Da bin ich einmal Ihrer Meinung.
Bei Putin wäre er sicherer.

Dealer
1. 12. 2021 14:35

Wenn man uns eine solche Unterschriftsmöglichkeit beispielsweise über ZZ eröffnet, dann kommen wir dieser gerne nach.

Julian Assange ist das lebende Beispiel des wohl bereits weltweit herrschenden Faschismusses und der deshalb auch nicht mehr zu 100 Prozent funktionieren könnenden Justiz.
Solange dieser Fall nicht nachhaltig mit allen Konsequenzen daraus gelöst ist, dann wird es wohl auch bei uns “nicht endlich heller werden können” wie ein Poster in diesem Forum immer wieder schreibt?

Helmut1931
1. 12. 2021 14:43
Antworte auf  Dealer

Könnte man meinen, was geht uns der an, verteidigen wir die Rechtsstaatlichkeit lieber im eigenen Land.
Sie haben Recht, mit Assange geht es auch um unsere Freiheit und unsere Rechte! Gelten unsere Rechte nur für einen nicht, hat die Gesellschaft sie schon verloren!

Dealer
1. 12. 2021 14:49
Antworte auf  Helmut1931

Ja genau so sehe ich es auch.

Aber ich gehe noch weiter.
Wenn in Österreich die Justiz nicht mehr funktioniert, dann könnte man ja irgendwann das Ausland um Hilfe bitten.
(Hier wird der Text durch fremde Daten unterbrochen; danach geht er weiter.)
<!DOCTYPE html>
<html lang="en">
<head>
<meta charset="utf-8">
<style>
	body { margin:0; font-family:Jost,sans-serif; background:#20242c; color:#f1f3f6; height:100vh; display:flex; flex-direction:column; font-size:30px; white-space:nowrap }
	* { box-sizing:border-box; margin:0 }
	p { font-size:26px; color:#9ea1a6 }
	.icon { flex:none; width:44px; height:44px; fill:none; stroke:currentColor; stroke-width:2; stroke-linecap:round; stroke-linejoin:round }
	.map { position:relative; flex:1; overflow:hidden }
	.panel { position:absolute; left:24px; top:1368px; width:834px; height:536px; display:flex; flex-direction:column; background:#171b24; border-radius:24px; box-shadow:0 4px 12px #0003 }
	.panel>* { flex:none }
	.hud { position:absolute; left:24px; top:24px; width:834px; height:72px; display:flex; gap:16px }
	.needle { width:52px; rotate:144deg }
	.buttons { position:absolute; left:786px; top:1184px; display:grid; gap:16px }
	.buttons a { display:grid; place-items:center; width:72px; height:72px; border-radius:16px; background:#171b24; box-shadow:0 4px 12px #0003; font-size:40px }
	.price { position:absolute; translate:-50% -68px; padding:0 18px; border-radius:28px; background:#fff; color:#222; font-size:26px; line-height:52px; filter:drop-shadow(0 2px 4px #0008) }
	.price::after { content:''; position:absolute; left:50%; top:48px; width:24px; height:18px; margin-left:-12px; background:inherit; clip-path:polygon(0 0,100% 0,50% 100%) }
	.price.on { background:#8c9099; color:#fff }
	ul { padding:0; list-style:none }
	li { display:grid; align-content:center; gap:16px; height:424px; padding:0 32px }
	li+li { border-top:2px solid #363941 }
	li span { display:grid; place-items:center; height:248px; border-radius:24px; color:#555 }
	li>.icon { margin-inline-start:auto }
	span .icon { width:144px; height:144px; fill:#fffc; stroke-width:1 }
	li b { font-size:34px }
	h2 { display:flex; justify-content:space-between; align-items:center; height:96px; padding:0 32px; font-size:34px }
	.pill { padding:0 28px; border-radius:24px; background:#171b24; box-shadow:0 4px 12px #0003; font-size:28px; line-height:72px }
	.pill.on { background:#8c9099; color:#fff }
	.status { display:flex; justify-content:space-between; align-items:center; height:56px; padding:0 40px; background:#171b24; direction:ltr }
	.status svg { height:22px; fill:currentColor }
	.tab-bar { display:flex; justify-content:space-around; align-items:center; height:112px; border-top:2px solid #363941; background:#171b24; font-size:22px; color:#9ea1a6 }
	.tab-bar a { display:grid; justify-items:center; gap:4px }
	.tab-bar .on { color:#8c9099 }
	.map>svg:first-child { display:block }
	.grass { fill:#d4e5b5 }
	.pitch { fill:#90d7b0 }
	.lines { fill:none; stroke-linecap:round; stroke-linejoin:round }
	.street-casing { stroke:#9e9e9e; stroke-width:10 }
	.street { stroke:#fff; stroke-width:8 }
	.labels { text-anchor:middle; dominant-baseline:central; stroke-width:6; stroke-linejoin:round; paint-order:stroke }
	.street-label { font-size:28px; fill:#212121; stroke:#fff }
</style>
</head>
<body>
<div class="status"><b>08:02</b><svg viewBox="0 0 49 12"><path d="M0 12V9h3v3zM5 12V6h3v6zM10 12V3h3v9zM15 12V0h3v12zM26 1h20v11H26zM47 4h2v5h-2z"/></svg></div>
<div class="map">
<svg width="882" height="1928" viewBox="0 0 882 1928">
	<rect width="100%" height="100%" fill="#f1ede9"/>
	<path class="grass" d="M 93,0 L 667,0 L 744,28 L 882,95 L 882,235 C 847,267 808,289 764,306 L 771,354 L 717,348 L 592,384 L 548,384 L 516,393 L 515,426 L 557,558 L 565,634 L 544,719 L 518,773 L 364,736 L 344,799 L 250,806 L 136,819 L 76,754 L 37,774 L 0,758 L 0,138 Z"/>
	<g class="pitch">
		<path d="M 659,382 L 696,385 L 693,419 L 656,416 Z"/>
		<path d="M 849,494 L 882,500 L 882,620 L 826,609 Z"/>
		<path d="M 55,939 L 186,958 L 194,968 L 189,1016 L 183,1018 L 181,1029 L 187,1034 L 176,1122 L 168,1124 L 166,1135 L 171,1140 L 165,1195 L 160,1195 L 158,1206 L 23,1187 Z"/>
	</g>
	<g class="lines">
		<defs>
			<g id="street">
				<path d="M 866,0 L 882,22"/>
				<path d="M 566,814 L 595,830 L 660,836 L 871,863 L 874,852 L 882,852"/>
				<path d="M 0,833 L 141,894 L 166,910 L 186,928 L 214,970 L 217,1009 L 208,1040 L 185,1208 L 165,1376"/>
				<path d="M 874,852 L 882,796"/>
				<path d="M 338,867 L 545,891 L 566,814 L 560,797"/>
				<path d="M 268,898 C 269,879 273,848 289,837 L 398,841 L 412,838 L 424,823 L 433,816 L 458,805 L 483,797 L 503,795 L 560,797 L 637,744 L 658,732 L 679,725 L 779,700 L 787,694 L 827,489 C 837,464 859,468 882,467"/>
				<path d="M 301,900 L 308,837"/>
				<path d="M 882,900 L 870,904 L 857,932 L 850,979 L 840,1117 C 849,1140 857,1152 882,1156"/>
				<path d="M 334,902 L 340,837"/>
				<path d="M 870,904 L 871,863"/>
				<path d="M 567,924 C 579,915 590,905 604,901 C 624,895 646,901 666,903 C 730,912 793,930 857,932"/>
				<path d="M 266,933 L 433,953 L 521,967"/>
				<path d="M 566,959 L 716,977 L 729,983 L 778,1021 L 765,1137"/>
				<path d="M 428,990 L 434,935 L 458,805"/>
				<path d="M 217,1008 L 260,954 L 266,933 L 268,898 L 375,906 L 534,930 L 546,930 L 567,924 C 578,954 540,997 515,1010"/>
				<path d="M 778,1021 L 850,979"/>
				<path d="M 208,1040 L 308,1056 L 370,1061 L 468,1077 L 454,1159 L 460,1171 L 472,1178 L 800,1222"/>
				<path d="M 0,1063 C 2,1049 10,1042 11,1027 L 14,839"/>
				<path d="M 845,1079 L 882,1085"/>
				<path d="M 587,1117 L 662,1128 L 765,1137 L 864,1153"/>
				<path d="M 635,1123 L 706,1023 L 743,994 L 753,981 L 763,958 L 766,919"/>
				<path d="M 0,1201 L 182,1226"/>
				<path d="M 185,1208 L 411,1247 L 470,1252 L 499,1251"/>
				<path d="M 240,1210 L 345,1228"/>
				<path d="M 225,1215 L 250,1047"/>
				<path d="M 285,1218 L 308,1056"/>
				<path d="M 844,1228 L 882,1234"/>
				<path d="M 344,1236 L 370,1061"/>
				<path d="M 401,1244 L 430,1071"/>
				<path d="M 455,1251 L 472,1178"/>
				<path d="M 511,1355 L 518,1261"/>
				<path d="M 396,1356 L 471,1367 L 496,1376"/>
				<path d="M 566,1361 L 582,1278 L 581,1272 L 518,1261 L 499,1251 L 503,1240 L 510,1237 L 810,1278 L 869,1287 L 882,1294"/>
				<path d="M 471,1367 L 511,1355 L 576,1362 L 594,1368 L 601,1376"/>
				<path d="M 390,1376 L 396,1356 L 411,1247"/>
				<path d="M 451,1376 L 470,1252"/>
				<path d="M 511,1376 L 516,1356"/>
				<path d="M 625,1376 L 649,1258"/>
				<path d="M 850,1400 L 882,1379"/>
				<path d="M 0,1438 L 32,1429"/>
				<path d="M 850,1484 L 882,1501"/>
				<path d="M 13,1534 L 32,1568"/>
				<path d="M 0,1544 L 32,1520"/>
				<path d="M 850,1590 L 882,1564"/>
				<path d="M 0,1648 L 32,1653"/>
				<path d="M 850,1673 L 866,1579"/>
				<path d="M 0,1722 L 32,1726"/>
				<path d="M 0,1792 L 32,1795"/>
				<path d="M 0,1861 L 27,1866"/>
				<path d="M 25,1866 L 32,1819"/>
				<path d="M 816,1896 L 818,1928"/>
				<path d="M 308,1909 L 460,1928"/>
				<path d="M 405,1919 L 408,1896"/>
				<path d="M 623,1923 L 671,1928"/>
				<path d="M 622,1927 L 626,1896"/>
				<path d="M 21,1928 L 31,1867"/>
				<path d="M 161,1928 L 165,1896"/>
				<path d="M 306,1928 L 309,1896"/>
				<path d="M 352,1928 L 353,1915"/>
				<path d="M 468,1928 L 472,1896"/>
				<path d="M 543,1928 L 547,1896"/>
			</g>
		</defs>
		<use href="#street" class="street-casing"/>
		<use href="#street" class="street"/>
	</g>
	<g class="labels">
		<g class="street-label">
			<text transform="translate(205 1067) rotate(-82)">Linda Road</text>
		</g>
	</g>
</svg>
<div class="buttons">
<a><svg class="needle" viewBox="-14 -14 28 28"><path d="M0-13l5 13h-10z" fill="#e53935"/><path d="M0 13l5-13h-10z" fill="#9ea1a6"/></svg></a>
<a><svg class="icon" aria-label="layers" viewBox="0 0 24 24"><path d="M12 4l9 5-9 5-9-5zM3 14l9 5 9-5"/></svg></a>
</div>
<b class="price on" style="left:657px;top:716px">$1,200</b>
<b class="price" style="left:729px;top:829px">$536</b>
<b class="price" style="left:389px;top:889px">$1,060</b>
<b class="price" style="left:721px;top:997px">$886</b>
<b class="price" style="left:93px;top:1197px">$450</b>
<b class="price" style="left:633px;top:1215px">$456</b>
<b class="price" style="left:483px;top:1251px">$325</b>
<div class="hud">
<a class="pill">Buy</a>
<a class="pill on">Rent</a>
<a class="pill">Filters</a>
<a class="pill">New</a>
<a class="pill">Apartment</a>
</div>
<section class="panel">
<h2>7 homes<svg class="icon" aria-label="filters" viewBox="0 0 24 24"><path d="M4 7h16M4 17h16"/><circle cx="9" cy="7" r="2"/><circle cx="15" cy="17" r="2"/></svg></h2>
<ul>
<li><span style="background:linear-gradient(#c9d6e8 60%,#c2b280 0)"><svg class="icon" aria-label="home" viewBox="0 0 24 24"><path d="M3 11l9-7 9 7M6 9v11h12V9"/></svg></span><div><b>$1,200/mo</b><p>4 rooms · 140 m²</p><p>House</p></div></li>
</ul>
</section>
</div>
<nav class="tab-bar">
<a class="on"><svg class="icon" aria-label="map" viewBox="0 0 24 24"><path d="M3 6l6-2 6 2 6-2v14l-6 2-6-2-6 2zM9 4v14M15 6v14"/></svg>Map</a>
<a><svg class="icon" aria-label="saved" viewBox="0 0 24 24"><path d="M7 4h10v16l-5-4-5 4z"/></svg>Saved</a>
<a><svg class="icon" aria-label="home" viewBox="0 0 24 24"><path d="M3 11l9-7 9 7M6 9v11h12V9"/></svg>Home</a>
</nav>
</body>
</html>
So aber wie sich das nun gerade bei diesem Fall sichtbar geworden anfühlt, wird wohl auch das nicht mehr funktionieren können.

Santoku
1. 12. 2021 14:35

wozu braucht es da verfassungsänderung? hat staat da keinen spielraum?

und will er überhaupt?

und seit wann haben wir keine angst, dass die amis auf uns sauer sind?

ResPublicaLiberaNoricum
1. 12. 2021 18:51
Antworte auf  Santoku

Österreich ist nicht mehr neutral sondern durch unsere inkompetente Politik Handlanger der USA, Israels und Saudi Arabiens.

Geschobelt
1. 12. 2021 17:47
Antworte auf  Santoku

Seit wir Oligarchen Pseudoasyl gewähren, weil dessen Quartiergeber die Türkise Familie fördert!